▶ **DIRECTIONS**
Each line from the start of the records through the line containing "const shape = rows" is to be transcribed exactly, and no other line is to be included.

▶ **LISTED RECORDS**
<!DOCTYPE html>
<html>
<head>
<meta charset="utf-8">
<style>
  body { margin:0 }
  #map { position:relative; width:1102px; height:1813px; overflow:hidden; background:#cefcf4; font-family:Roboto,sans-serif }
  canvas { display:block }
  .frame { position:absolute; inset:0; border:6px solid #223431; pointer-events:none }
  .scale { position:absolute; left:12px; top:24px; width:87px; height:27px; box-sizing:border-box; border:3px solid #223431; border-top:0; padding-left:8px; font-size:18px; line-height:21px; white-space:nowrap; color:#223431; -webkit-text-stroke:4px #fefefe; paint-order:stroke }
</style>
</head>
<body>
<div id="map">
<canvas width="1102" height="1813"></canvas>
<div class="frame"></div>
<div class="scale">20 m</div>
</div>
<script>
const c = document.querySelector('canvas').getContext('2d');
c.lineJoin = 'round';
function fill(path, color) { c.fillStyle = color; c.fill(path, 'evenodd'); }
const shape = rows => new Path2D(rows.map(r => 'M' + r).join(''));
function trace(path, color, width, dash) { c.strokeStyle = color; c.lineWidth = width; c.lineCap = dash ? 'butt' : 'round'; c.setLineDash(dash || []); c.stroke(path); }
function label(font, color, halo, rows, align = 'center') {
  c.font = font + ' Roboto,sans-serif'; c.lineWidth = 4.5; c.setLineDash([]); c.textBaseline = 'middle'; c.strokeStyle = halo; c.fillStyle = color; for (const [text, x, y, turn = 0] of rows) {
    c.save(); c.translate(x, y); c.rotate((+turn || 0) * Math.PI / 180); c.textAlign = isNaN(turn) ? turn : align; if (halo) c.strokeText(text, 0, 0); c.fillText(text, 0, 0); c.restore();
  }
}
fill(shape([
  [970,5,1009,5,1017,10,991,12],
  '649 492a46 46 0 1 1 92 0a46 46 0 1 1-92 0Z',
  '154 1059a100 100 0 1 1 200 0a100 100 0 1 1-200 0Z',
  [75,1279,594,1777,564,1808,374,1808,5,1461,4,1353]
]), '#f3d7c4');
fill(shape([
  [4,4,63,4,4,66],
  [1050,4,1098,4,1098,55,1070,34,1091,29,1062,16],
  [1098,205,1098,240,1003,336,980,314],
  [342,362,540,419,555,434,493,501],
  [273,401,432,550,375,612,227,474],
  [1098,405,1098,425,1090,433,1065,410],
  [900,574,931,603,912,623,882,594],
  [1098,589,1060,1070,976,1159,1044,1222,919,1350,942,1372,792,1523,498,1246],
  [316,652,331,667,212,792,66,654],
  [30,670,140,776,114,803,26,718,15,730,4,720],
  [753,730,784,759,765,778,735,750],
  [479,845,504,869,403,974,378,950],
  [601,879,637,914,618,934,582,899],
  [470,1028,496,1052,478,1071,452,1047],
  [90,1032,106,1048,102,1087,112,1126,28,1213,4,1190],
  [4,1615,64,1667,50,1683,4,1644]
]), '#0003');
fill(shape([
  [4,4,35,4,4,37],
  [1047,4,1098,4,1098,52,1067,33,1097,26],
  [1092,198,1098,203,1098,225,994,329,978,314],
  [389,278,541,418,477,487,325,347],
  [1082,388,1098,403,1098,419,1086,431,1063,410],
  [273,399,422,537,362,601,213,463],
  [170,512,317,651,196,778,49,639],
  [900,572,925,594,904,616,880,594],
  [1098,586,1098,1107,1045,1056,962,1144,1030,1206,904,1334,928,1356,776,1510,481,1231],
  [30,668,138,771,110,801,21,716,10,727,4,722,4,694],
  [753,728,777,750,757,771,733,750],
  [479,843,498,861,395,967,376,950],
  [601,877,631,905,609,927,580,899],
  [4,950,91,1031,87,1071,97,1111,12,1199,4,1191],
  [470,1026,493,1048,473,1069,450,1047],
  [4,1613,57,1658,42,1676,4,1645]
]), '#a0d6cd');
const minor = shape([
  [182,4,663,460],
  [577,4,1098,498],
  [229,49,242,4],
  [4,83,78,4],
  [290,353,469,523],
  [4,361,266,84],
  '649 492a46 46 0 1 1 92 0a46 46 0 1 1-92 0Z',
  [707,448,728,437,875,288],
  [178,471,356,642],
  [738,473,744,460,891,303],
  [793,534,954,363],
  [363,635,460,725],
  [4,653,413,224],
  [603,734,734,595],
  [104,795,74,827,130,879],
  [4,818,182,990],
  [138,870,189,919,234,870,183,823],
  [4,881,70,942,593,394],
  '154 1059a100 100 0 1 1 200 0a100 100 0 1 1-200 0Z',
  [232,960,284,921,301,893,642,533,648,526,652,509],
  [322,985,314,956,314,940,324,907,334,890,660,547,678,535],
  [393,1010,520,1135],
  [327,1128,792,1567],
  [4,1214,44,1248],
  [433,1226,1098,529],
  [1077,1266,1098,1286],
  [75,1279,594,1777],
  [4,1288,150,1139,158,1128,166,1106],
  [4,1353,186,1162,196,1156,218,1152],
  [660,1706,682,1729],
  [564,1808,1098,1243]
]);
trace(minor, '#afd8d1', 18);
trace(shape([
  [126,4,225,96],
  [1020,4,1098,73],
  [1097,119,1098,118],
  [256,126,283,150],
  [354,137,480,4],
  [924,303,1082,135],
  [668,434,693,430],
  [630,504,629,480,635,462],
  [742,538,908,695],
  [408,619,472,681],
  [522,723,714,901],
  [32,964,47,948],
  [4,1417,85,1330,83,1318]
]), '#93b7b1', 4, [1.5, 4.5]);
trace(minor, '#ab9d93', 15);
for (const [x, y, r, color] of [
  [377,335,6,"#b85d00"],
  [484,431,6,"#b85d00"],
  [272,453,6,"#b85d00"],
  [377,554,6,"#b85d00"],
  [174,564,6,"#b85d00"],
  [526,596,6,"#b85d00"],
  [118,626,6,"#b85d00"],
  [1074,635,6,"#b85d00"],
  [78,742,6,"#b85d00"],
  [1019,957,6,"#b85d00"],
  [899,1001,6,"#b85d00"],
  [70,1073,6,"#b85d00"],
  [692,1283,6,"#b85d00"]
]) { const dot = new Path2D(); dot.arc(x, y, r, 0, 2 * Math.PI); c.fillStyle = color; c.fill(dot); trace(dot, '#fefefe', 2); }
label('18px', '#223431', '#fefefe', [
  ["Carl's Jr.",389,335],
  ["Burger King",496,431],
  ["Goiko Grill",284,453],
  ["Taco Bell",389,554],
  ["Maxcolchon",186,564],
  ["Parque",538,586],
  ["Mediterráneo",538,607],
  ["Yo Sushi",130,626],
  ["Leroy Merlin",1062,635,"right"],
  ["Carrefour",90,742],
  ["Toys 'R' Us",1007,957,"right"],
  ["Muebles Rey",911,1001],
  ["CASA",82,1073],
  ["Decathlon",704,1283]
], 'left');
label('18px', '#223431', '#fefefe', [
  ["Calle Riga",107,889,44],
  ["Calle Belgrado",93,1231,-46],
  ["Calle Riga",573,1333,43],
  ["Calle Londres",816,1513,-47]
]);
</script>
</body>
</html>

▶ **RESPONSE TO THIS TASK**
<!DOCTYPE html>
<html>
<head>
<meta charset="utf-8">
<style>
  body { margin:0 }
  #map { position:relative; width:1102px; height:1813px; overflow:hidden; background:#cefcf4; font-family:Roboto,sans-serif }
  canvas { display:block }
  .frame { position:absolute; inset:0; border:6px solid #223431; pointer-events:none }
  .scale { position:absolute; left:12px; top:24px; width:87px; height:27px; box-sizing:border-box; border:3px solid #223431; border-top:0; padding-left:8px; font-size:18px; line-height:21px; white-space:nowrap; color:#223431; -webkit-text-stroke:4px #fefefe; paint-order:stroke }
</style>
</head>
<body>
<div id="map">
<canvas width="1102" height="1813"></canvas>
<div class="frame"></div>
<div class="scale">20 m</div>
</div>
<script>
const c = document.querySelector('canvas').getContext('2d');
c.lineJoin = 'round';
function fill(path, color) { c.fillStyle = color; c.fill(path, 'evenodd'); }
const shape = rows => new Path2D(rows.map(r => 'M' + r).join(''));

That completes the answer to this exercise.